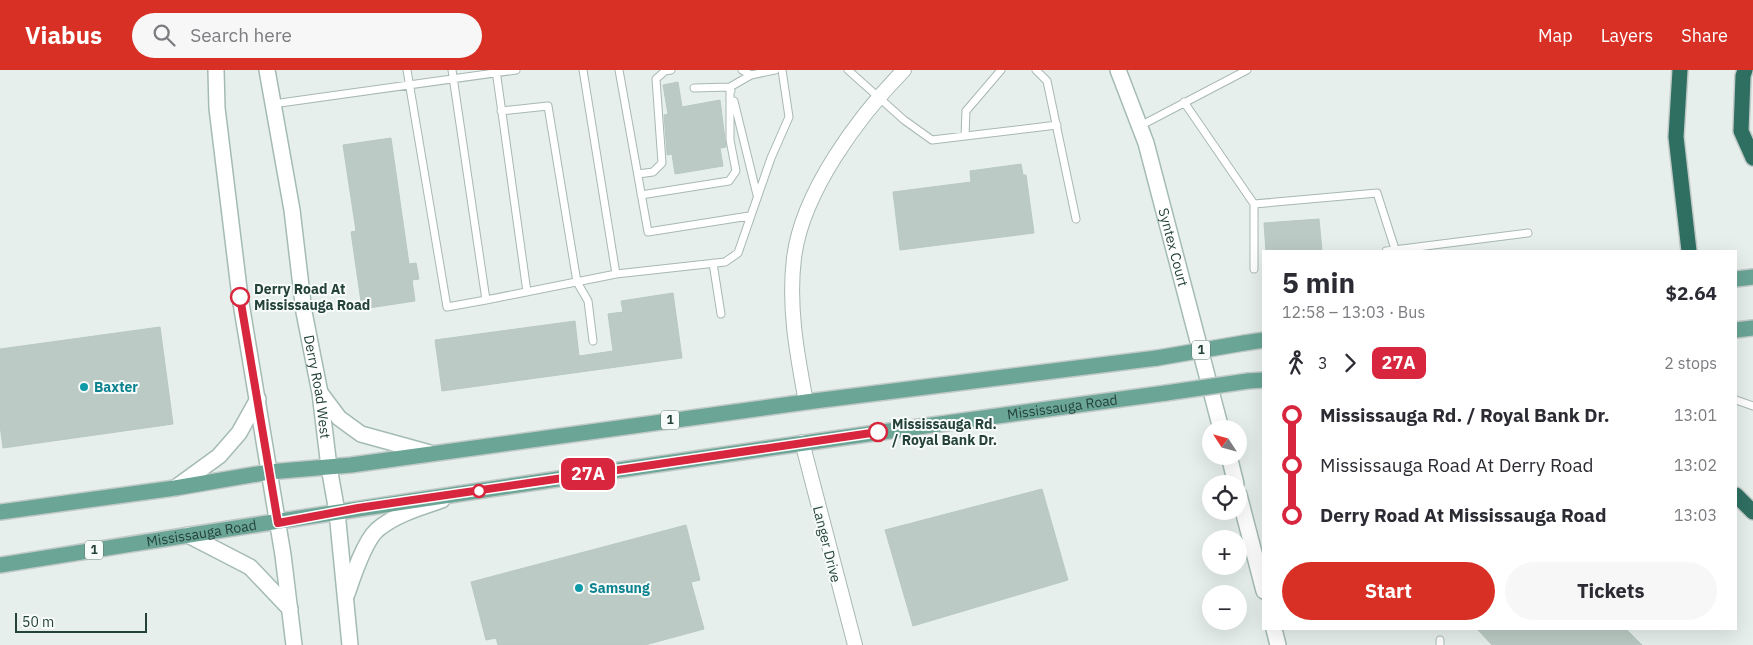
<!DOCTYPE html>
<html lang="en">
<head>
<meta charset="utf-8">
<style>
  :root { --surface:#fff; --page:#f7f7f7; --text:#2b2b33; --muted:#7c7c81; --accent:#d93025 }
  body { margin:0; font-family:"IBM Plex Sans",sans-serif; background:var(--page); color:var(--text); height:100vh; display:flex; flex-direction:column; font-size:19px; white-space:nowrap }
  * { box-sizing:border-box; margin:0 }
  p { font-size:16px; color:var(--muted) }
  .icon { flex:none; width:28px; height:28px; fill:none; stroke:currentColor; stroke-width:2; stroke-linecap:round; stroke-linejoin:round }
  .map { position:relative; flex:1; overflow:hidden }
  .panel { position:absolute; left:1262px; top:180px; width:475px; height:380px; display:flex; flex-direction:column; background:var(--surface); border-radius:0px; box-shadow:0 5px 20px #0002 }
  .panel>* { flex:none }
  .badge { padding:0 10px; border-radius:8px; font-size:18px; line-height:32px }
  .needle { width:32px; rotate:306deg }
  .tools { position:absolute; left:1202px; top:350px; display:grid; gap:10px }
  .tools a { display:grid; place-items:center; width:45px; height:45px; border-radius:50%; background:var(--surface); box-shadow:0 5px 20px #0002; font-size:25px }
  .scale { position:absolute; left:15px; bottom:12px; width:132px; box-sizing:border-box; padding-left:5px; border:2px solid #24423a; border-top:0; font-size:14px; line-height:18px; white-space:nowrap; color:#24423a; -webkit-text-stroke:4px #f7fbf9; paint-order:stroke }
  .map>.badge { position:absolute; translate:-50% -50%; box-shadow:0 0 0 2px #fff }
  .legs { display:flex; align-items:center; gap:8px; height:55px; padding:0 20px; font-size:16px }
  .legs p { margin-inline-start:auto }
  .summary { display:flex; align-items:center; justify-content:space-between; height:85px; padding:0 20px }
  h1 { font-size:28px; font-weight:700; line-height:38px }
  .action { display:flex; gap:10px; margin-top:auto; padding:10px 20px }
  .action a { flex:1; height:58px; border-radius:30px; background:var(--accent); color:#fff; font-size:20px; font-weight:700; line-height:58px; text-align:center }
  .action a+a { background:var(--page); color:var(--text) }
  ul { padding:0 20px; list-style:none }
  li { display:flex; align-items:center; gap:18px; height:50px; font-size:19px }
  li i { display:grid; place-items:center; width:8px; height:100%; margin:0 6px; background:currentColor }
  li i::after { content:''; width:12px; height:12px; margin:-6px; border:4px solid; border-radius:50%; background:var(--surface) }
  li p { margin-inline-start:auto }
  li:first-child i { background:linear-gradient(#0000 50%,currentColor 0) }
  li:last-child i { background:linear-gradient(currentColor 50%,#0000 0) }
  header { display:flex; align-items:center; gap:30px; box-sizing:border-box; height:70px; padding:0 25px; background:var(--accent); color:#fff }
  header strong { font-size:24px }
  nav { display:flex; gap:28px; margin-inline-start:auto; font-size:18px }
  .search { width:350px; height:45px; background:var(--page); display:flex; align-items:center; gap:12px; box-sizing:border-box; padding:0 18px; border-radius:28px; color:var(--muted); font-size:19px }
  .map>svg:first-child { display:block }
  .building { fill:#bbcac4; stroke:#b8c9c2 }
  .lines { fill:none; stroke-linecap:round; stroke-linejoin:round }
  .lane-casing { stroke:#a8b8b2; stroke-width:9 }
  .street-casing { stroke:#a8b8b2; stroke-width:16 }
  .secondary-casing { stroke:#a4bbb3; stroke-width:18 }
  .primary-casing { stroke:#c2cac8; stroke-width:18 }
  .highway-casing { stroke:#c2cac8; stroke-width:18 }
  .lane { stroke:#fff; stroke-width:7 }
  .street { stroke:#fff; stroke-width:14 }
  .secondary { stroke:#fff; stroke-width:15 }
  .primary { stroke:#6aa596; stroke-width:15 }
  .highway { stroke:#2f6f62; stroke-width:15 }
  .primary-bridge-casing { stroke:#c2cac8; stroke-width:18; stroke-linecap:butt }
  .primary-bridge { stroke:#6aa596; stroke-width:15 }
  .line-1-casing { stroke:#fff; stroke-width:11 }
  .line-1 { stroke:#d7263d; stroke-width:8 }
  .stop-1-dot { fill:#fff; stroke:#d7263d; stroke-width:2.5 }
  .culture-dot { fill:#0f9aa8; stroke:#f7fbf9; stroke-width:2 }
  .labels { text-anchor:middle; stroke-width:4; stroke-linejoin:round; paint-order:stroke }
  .shield { fill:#f7fbf9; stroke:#637a73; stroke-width:1 }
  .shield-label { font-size:12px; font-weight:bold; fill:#24423a }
  .street-label { font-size:14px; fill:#24423a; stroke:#f7fbf9 }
  .stop-label { font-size:14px; font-weight:bold; fill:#24423a; stroke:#f7fbf9; text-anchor:start }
  .culture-label { font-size:14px; font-weight:bold; fill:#0d838f; stroke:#f7fbf9; text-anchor:start }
</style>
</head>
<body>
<header>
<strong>Viabus</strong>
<div class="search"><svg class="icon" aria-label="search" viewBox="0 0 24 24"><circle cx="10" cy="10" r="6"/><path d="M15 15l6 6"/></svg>Search here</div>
<nav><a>Map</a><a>Layers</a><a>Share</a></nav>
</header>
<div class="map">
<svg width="1753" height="575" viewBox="0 0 1753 575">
  <rect width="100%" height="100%" fill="#e6efeb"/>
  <path class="building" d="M678,12l4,25 38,-7 6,47 -6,1 3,18 -48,8 -3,-20 -5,1v-2l-3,-38 4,-1 -5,-29z
    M391,68l18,126 7,-1 3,16 -7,1 3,21 -53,8 -11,-77 5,-1 -13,-86z
    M1021,94l2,11h3l8,58 -134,17 -7,-58 78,-10 -1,-11z
    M1319,149l3,32h-56l-2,-28z
    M673,223l9,65 -240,33 -7,-51 140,-19 4,35 34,-5 -5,-37 15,-2 -2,-11z
    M160,257l13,97 -170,24 -3,-23v-76z
    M1042,419l26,91 -155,46 -28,-96z
    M686,455l14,55 -9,2 13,47 -59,16h-147l-2,-7 -10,2 -15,-58z
    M1477,559h149l16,16h-150z"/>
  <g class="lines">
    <defs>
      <path id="lane" d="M407,0l40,237 39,-7
        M452,0l34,230 130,-26 -33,-204
        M496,0l31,222
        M619,0l29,162 101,-16
        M742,0l9,5
        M848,0l56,50 28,20 125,-15
        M1036,0l11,11 29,138
        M694,18l36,-1 1,4
        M734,31l23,94
        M1184,32l70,102v65
        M273,34l243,-34
        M501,41l47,-5 29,176 11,19 5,40
        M1140,56l107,-56
        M965,66l1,-25 35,-41
        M638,104l15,-2 9,-9 -6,-84 9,-8 6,-1
        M641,125l88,-14 7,-10 -6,-31v-53l21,-12 24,-5
        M1254,134l123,-11 18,56
        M1386,181l142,-18
        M713,193l8,51
        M616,204l109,-12 13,-9 33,-95 18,-41 -7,-47
        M1736,330l17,6
        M1440,570v5"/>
      <path id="street" d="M806,332c-9,-48 -18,-95 -12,-144 8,-66 65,-142 110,-188
        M802,372l53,203"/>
      <g id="secondary">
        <path d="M216,0l1,38 23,189 43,258 11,90"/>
        <path id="s1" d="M267,0l25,140 12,102 16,81 9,74 8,45 13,133"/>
        <path id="s2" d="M1118,0l28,73 75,286"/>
        <path d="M321,324l18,24 22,16 69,19"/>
        <path d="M1229,386l7,28"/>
        <path d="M175,418l44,-32 20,-23 19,-34"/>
        <path d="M1239,425l25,96"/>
        <path d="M188,465l62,32 40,42"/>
        <path d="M347,524c6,-18 17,-52 30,-64 17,-15 44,-23 65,-30"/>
        <path d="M1274,559l4,16"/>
      </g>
      <g id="primary">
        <path d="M1736,209l17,-2"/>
        <path d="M1736,260l17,-2"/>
        <path d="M1244,273l20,-3"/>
        <path d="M1248,311l16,-1"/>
        <path d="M0,442l175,-24 94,-16 82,-7 455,-63 351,-44"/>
        <path id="s3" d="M0,495c388,-62 777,-120 1166,-172"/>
      </g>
      <path id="highway" d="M1680,0l-4,67 13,114
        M1745,0l-2,6 -2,55 12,27
        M1736,425l17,17"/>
    </defs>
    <use href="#lane" class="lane-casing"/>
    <use href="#street" class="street-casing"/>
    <use href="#secondary" class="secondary-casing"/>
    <use href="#primary" class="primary-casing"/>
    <use href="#highway" class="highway-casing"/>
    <use href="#lane" class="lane"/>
    <use href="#street" class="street"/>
    <use href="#secondary" class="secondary"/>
    <use href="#primary" class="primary"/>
    <use href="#highway" class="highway"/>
    <defs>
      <path id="primary-bridge" d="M1157,288l87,-15
        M1166,323l82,-12"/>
    </defs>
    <use href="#primary-bridge" class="primary-bridge-casing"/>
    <use href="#primary-bridge" class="primary-bridge"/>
  </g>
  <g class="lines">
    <defs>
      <path id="line-1" d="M240,227l38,226 80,-15 520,-76"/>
    </defs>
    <use href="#line-1" class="line-1-casing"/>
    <use href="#line-1" class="line-1"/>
  </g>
  <g class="stop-1-dot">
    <circle cx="240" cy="227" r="9"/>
    <circle cx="878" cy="362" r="9"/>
    <circle cx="479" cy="421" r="6"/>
  </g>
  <g class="culture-dot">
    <circle cx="84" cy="317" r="5"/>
    <circle cx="579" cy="518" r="5"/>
  </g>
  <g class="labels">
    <g class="shield">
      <rect x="1192" y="270.5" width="18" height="19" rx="4"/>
      <rect x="661" y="340.5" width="18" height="19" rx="4"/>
      <rect x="85" y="470.5" width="18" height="19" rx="4"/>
    </g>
    <g class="shield-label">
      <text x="1201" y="284">1</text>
      <text x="670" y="354">1</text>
      <text x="94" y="484">1</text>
    </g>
    <g class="street-label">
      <text dy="5" stroke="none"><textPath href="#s2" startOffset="186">Syntex Court</textPath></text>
      <text dy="5" stroke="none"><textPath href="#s1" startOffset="321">Derry Road West</textPath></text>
      <text dy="5" stroke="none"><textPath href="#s3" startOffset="1074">Mississauga Road</textPath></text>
      <text dy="5" stroke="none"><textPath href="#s3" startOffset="204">Mississauga Road</textPath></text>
      <text transform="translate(827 474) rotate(76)" y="5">Langer Drive</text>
    </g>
    <g class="stop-label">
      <text x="254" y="224">Derry Road At<tspan x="254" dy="16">Mississauga Road</tspan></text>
      <text x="892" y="359">Mississauga Rd.<tspan x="892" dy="16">/ Royal Bank Dr.</tspan></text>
    </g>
    <g class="culture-label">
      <text x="94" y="322">Baxter</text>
      <text x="589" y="523">Samsung</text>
    </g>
  </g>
</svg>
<div class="tools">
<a><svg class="needle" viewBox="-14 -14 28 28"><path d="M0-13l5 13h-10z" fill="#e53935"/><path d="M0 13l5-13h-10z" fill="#7c7c81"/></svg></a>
<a><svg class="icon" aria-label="locate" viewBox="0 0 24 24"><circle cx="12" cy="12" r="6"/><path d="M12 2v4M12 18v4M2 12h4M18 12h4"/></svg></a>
<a>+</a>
<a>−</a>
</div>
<div class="scale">50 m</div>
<b class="badge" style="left:588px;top:404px;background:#d7263d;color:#fff">27A</b>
<section class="panel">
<div class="summary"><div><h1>5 min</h1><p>12:58 – 13:03 · Bus</p></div><b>$2.64</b></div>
<div class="legs"><svg class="icon" aria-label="walk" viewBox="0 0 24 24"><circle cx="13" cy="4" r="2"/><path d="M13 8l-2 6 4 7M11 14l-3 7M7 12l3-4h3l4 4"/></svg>3<svg class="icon" aria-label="forward" viewBox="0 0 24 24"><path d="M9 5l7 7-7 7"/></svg><b class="badge" style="background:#d7263d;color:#fff">27A</b><p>2 stops</p></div>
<ul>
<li><i style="color:#d7263d"></i><b>Mississauga Rd. / Royal Bank Dr.</b><p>13:01</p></li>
<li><i style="color:#d7263d"></i><span>Mississauga Road At Derry Road</span><p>13:02</p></li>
<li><i style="color:#d7263d"></i><b>Derry Road At Mississauga Road</b><p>13:03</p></li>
</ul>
<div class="action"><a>Start</a><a>Tickets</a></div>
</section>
</div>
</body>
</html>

*Task brief*: Look over the material above and report how many of its lines have the string "white" in them, nothing more.

*Solution*: 2